##### Data records #####
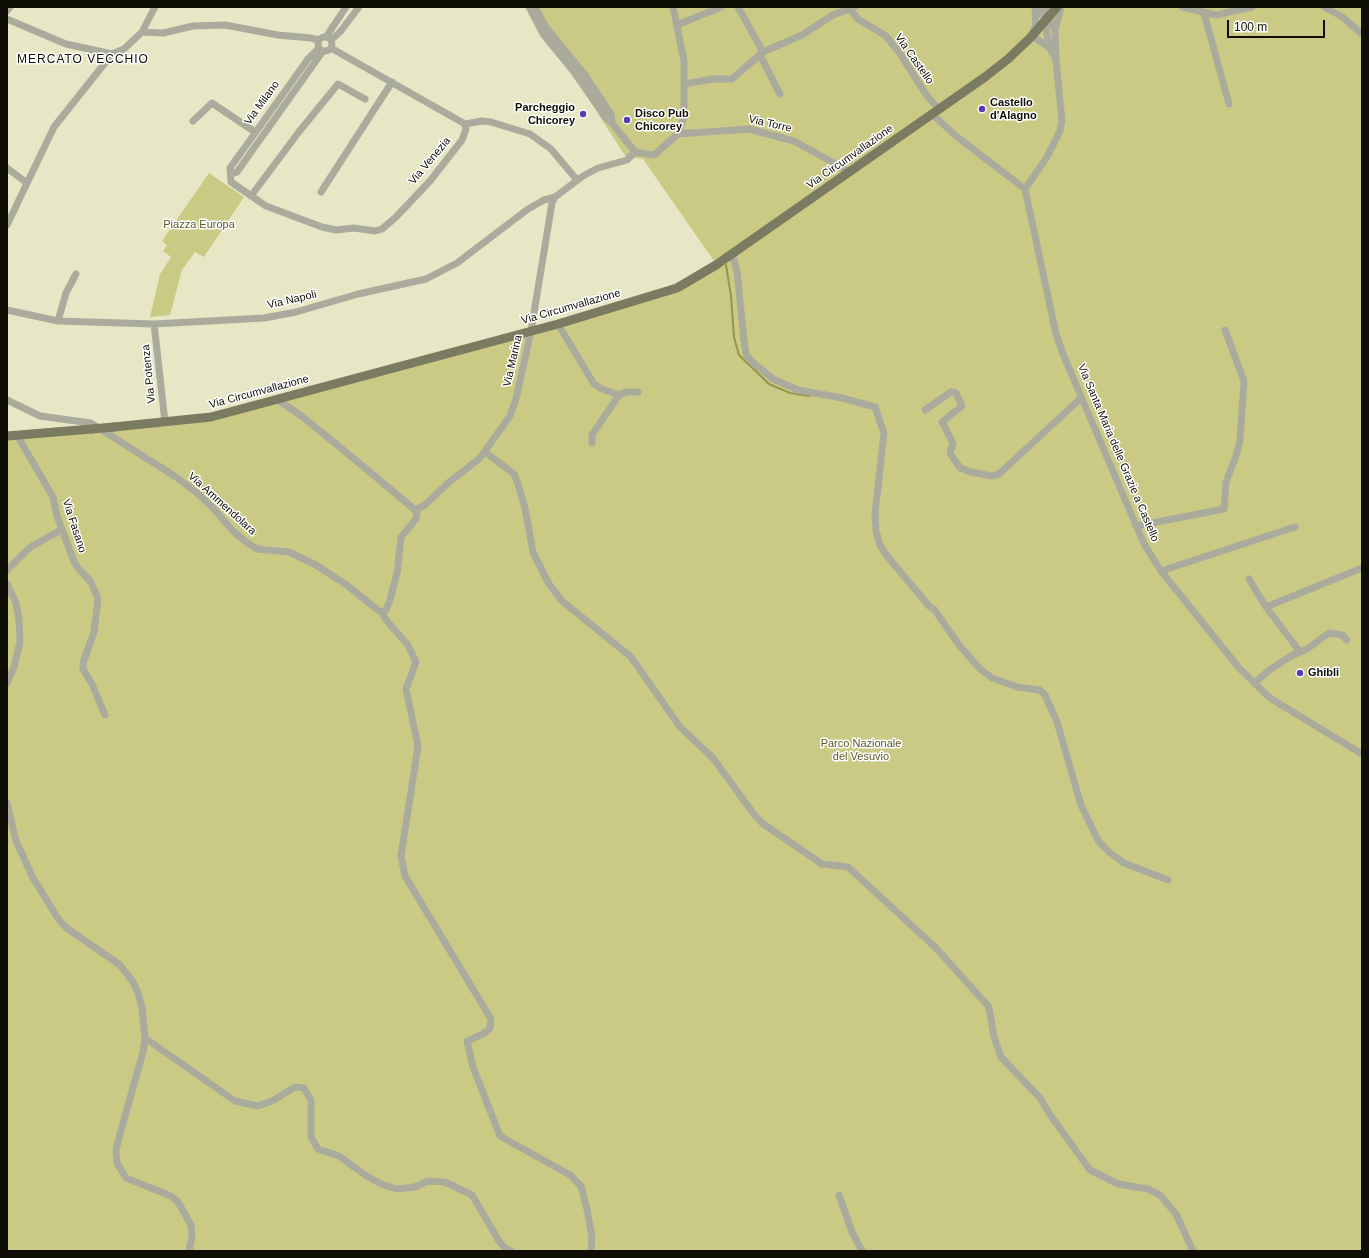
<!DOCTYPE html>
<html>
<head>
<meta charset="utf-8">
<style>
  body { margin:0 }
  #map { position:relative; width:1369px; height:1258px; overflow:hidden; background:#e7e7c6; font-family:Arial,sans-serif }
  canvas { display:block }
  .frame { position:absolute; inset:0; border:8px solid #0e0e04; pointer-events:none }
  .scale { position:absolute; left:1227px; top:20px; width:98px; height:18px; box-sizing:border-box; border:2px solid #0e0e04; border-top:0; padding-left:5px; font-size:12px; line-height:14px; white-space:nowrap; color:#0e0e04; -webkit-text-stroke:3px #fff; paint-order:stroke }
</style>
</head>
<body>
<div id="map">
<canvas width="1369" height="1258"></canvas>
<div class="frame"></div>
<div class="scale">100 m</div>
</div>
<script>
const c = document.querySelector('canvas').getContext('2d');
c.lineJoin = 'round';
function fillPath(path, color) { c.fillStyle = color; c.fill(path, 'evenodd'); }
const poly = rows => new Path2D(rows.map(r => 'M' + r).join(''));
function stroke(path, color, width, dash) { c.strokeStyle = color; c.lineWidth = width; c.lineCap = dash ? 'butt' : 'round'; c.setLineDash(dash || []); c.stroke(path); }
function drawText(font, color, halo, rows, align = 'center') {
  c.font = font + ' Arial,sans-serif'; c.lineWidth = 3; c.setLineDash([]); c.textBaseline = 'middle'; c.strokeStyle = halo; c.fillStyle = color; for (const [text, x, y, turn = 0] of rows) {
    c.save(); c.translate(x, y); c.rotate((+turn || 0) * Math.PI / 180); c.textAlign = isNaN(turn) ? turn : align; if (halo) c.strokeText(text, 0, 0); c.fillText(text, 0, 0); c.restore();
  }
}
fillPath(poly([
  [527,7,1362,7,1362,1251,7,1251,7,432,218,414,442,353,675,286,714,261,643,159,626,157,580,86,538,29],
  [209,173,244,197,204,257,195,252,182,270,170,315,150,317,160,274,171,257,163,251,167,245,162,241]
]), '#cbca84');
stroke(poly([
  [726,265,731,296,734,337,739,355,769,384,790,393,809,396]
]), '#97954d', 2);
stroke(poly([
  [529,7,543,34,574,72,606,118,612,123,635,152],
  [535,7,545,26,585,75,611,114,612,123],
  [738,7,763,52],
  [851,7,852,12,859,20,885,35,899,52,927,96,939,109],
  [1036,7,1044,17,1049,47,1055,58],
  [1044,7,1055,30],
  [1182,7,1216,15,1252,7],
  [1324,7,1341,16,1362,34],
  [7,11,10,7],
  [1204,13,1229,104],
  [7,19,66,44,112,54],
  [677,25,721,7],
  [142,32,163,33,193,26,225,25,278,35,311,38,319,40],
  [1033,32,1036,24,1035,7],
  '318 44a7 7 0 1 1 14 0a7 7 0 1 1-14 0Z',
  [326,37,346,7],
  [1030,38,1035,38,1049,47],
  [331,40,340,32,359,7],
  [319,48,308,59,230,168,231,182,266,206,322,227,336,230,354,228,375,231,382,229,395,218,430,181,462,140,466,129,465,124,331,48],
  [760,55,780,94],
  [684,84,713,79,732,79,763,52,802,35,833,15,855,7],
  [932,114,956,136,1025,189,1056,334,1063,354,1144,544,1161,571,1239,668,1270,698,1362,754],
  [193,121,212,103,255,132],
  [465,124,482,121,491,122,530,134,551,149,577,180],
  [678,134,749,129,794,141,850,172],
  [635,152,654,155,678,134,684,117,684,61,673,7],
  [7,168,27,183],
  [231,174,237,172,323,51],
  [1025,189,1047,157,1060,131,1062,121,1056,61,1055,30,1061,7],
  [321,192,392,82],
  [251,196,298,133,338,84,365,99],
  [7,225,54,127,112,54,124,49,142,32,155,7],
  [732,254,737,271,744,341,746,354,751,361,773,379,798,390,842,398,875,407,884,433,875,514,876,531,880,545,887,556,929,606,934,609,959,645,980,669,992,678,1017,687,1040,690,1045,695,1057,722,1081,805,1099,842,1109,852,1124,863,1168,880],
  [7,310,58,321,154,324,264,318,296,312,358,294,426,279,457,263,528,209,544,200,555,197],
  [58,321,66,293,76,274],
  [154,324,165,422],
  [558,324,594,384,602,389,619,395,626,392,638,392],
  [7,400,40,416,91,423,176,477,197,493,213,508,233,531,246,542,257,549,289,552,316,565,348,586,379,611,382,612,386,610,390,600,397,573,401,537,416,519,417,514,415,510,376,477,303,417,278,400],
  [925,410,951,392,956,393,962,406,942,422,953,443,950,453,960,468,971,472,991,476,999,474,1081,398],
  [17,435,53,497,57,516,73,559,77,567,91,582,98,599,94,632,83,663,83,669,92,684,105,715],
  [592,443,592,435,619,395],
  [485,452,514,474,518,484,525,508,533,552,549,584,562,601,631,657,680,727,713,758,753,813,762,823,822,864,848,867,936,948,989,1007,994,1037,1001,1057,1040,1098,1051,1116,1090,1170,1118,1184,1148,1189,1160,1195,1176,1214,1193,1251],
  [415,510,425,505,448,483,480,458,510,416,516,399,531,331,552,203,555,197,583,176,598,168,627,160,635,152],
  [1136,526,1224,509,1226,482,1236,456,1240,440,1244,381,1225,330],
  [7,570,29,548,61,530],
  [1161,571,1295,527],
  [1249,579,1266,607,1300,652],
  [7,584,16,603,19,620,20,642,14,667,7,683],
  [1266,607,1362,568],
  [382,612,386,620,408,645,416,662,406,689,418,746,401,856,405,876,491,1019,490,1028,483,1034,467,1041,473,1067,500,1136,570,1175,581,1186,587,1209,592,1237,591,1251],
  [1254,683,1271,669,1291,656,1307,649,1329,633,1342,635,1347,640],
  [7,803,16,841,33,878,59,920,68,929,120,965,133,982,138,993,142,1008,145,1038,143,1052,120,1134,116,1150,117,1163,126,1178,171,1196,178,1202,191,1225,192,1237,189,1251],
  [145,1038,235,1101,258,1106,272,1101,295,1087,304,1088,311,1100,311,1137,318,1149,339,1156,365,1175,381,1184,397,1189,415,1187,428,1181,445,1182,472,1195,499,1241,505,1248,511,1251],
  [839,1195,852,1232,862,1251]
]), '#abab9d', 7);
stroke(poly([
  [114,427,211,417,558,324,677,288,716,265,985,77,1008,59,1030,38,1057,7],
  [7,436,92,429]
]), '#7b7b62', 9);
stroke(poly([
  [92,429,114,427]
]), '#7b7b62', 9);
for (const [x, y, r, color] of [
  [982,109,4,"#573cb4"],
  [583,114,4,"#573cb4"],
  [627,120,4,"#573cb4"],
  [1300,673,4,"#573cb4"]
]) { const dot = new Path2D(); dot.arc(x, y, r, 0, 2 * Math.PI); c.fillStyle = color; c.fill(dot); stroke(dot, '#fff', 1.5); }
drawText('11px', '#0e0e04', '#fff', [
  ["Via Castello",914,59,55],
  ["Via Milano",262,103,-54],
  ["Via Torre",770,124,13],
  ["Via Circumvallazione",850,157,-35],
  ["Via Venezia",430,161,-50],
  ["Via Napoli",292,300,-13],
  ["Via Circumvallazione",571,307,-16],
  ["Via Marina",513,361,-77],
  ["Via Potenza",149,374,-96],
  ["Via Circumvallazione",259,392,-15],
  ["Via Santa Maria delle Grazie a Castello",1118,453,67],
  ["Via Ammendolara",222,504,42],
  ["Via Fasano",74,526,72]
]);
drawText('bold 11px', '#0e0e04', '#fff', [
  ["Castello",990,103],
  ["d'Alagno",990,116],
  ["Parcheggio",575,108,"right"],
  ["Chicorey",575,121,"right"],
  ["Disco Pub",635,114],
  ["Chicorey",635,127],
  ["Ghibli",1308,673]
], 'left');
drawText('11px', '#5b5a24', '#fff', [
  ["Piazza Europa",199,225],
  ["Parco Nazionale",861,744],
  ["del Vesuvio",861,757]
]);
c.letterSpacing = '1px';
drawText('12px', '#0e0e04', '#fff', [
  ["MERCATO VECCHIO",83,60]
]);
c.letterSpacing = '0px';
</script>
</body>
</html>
#####
__Work order__
Whenever a line of the data above holds the word "solid", it counts once; report the total number of such lines and nothing more.

__Answer to this problem__
2